## MATERIAL SHOWN
★ ★ ★ ★

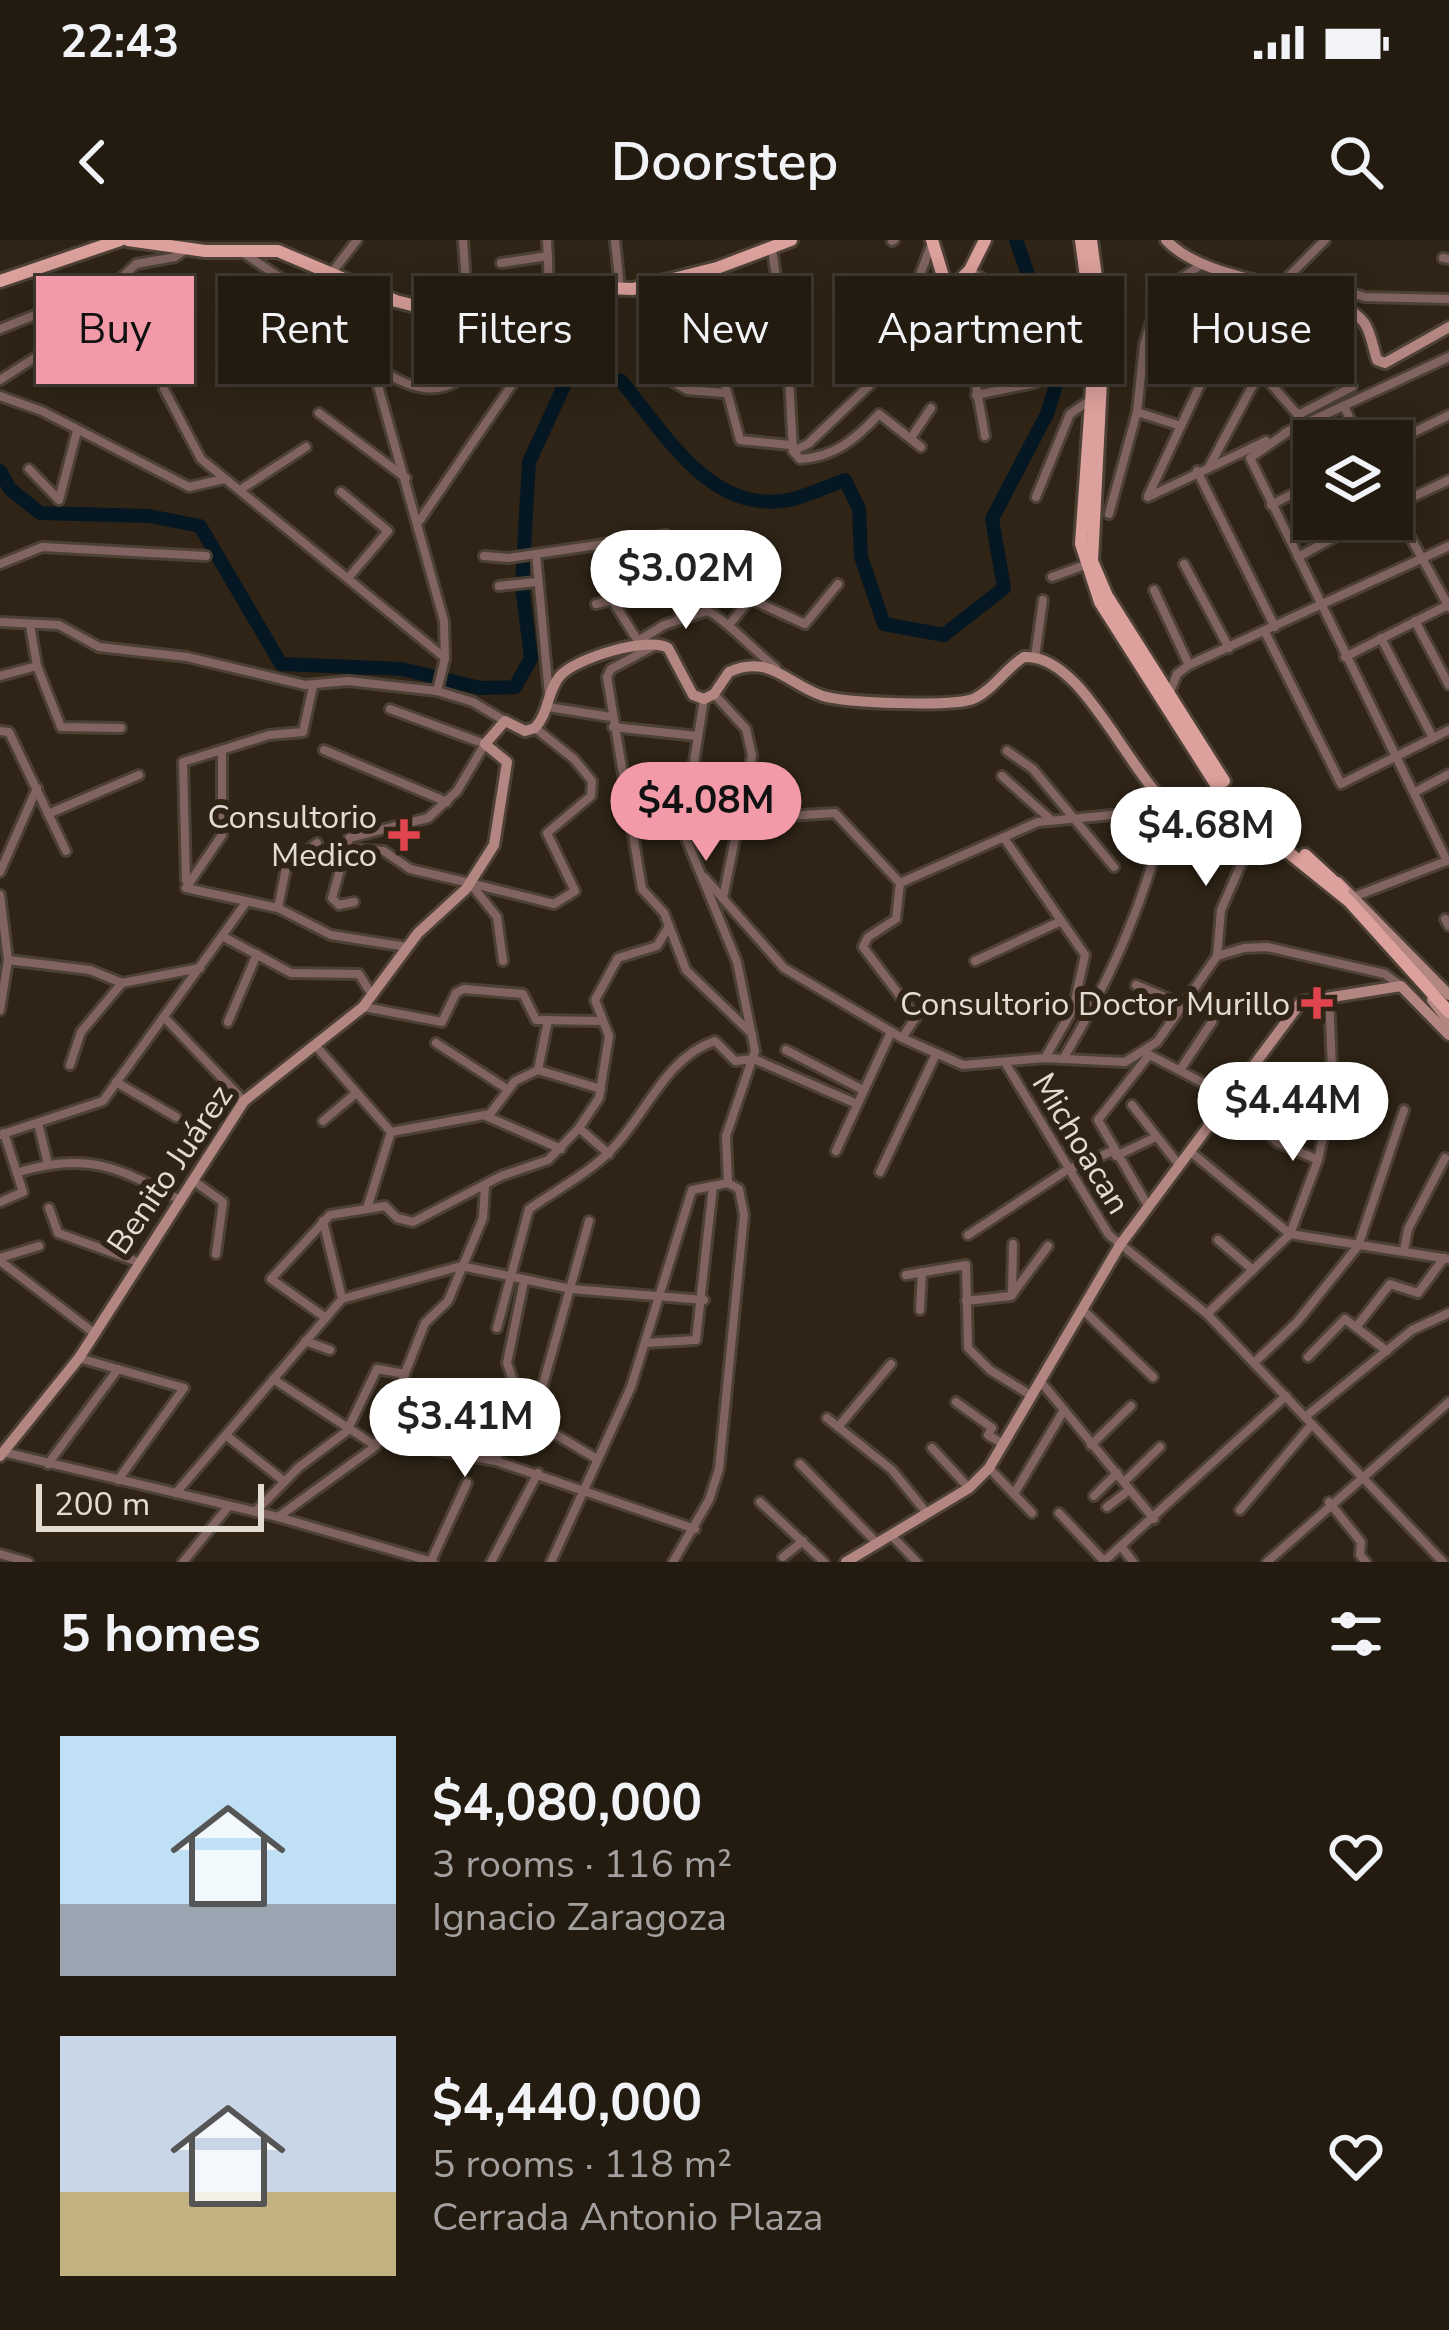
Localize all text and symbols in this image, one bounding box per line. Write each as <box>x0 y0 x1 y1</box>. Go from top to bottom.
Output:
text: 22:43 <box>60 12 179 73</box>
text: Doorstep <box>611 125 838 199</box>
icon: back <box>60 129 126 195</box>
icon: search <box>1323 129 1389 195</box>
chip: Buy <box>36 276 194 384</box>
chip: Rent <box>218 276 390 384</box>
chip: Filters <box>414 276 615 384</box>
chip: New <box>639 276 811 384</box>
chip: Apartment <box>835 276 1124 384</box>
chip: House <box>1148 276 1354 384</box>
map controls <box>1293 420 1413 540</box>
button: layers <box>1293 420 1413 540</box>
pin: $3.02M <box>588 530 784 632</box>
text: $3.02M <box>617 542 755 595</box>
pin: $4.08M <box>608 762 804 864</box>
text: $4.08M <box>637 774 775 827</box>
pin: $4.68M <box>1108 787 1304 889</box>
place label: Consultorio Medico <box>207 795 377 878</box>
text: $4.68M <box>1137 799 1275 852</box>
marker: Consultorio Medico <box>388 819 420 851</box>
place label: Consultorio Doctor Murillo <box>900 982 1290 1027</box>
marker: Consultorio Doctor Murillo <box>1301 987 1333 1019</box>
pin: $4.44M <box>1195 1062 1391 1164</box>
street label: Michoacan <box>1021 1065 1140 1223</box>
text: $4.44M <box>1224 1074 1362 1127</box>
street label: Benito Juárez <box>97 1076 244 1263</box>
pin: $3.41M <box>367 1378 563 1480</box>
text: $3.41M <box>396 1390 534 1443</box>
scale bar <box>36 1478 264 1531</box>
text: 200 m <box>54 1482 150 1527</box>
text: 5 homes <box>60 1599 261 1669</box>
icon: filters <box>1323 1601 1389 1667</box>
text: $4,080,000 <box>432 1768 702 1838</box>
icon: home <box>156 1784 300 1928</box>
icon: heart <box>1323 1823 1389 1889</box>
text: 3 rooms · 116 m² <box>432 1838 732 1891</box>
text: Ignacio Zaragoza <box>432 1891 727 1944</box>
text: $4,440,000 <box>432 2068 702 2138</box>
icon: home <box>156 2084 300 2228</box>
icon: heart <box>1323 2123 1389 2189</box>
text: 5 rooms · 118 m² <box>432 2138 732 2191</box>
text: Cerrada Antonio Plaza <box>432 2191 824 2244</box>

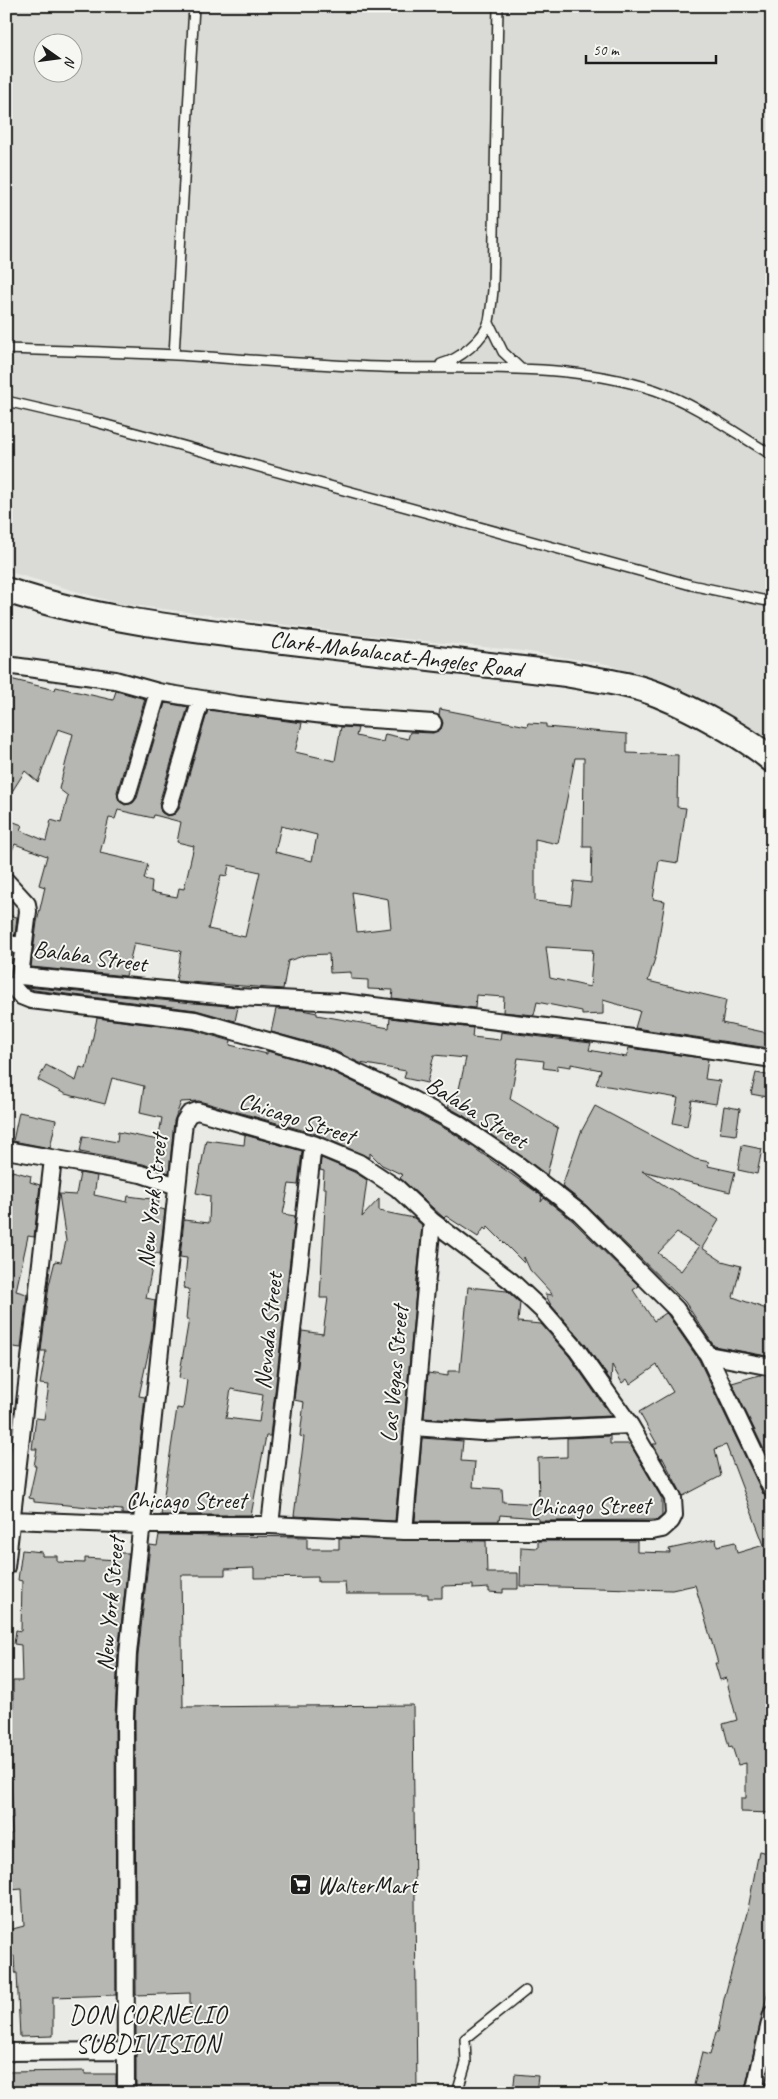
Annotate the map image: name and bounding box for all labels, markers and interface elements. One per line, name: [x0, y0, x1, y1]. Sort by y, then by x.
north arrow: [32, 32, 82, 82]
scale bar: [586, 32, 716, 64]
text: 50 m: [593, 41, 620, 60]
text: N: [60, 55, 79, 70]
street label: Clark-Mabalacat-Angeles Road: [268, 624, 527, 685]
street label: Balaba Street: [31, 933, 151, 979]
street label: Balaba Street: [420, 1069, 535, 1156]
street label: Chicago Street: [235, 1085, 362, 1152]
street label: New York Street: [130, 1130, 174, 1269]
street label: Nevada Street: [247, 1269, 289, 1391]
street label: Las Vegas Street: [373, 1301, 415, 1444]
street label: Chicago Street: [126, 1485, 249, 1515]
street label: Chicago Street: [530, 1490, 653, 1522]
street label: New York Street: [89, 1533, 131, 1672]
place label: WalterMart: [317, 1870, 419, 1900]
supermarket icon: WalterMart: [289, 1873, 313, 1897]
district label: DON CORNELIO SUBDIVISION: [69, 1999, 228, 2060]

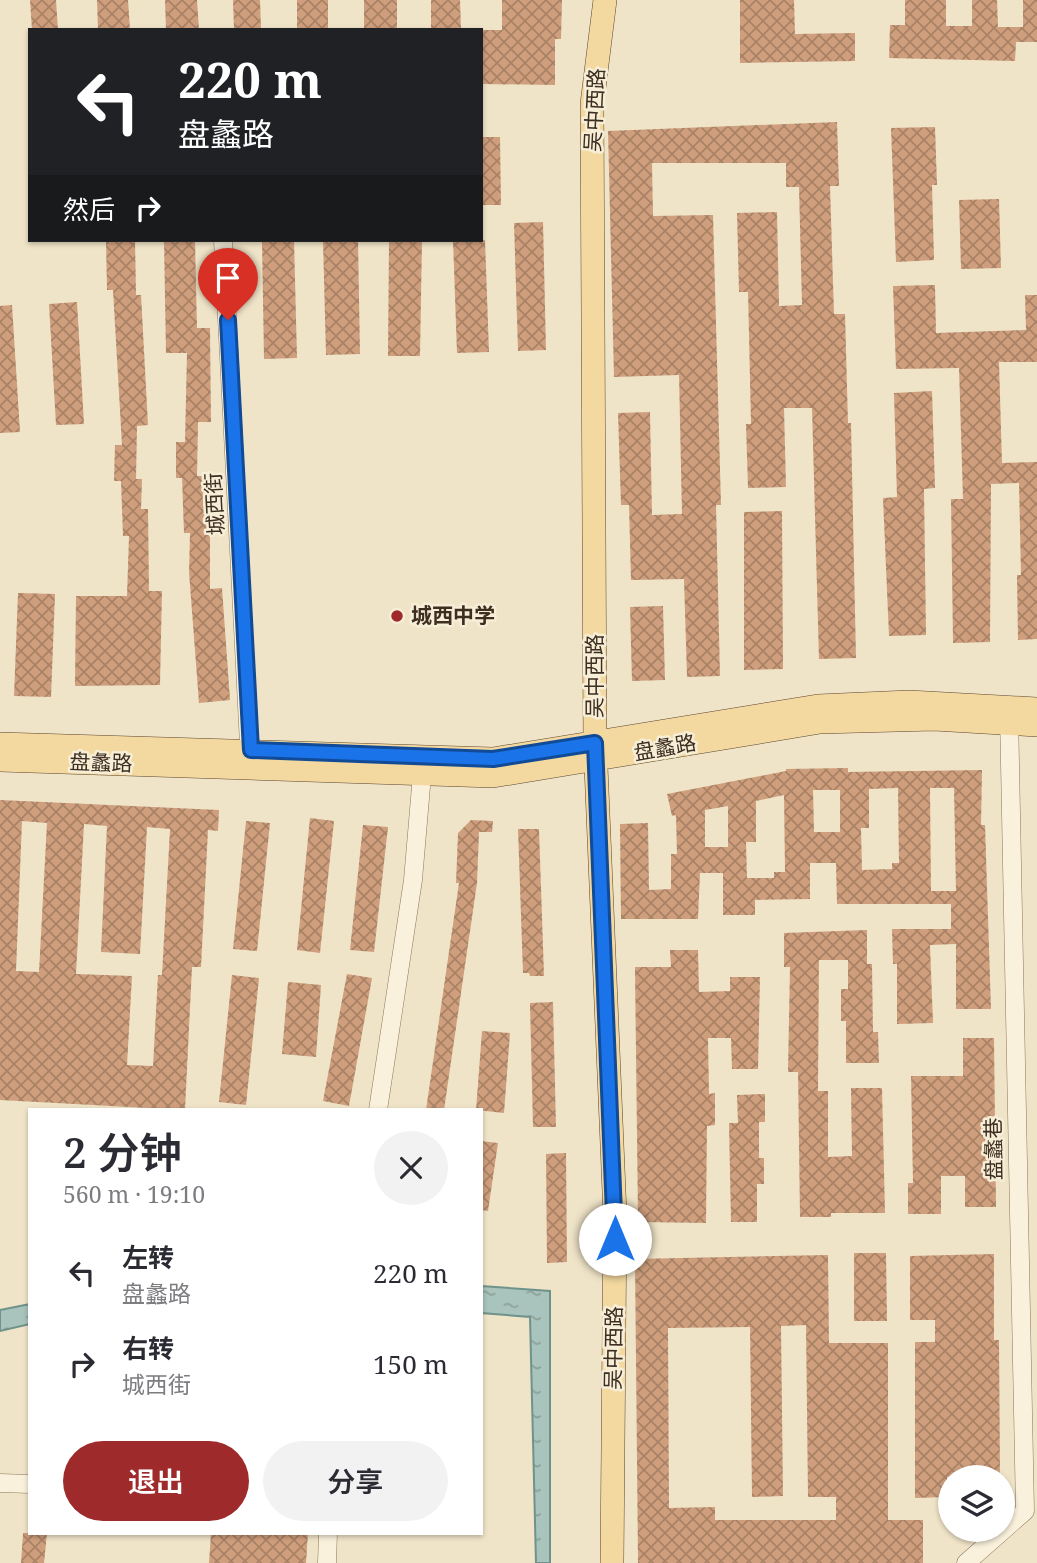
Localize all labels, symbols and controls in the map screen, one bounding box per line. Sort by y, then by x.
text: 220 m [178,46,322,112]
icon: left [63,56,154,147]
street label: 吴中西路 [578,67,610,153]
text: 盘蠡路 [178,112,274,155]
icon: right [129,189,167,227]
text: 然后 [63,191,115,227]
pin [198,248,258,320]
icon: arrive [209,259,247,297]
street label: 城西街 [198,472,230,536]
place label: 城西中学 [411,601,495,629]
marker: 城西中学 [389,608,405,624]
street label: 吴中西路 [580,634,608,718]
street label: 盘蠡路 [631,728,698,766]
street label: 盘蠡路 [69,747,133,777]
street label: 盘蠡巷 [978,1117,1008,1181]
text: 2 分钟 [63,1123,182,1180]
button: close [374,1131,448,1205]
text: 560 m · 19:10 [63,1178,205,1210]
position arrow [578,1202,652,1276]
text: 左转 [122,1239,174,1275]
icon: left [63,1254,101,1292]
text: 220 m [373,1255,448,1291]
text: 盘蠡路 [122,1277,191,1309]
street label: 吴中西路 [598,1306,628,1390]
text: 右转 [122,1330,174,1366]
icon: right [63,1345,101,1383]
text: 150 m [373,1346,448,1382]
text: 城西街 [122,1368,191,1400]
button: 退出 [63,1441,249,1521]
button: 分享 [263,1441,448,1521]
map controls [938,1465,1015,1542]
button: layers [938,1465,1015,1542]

★ ★ ★ ★

## TASK GOAL
Could you copy every line from the records that has "Localize" in it?

## TASK SOLUTION
Localize all text and symbols in this image, one bounding box per line. Write each as <box>x0 y0 x1 y1</box>. Go from top to bottom.
Localize all labels, symbols and controls in the map screen, one bounding box per line. Sort by y, then by x.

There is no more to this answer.